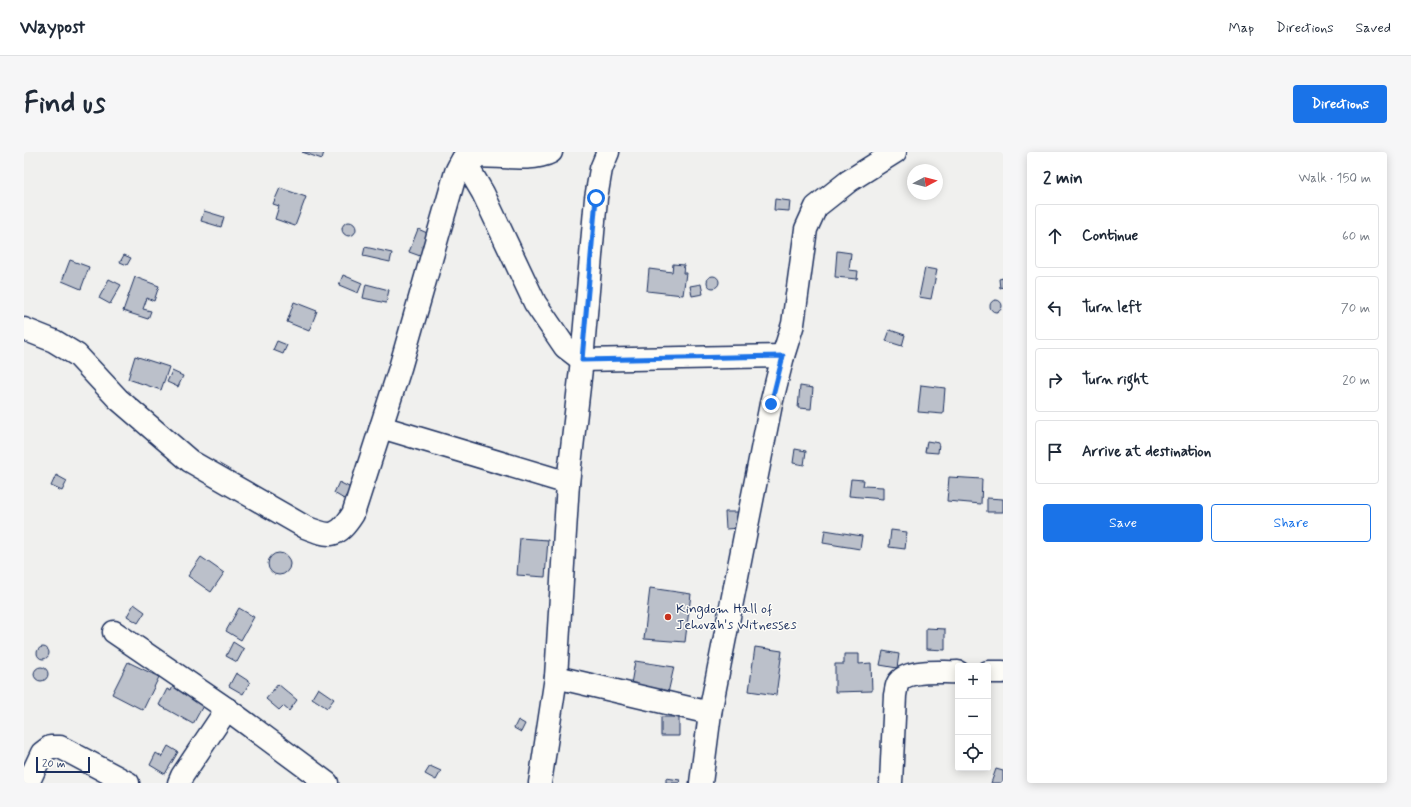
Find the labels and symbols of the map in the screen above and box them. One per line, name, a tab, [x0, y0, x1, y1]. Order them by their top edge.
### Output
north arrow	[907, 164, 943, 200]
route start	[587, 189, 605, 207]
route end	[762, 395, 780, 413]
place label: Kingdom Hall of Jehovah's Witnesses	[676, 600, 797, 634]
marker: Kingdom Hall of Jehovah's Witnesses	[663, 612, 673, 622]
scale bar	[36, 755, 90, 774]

**What is needed**
Each entry is to be written out again word for word, and any pictures are to be omitted.

**Solution to the problem**
Find the labels and symbols of the map in the screen above and box them. One per line, name, a tab, [x0, y0, x1, y1]. Order them by their top edge.
### Output
north arrow	[907, 164, 943, 200]
route start	[587, 189, 605, 207]
route end	[762, 395, 780, 413]
place label: Kingdom Hall of Jehovah's Witnesses	[676, 600, 797, 634]
marker: Kingdom Hall of Jehovah's Witnesses	[663, 612, 673, 622]
scale bar	[36, 755, 90, 774]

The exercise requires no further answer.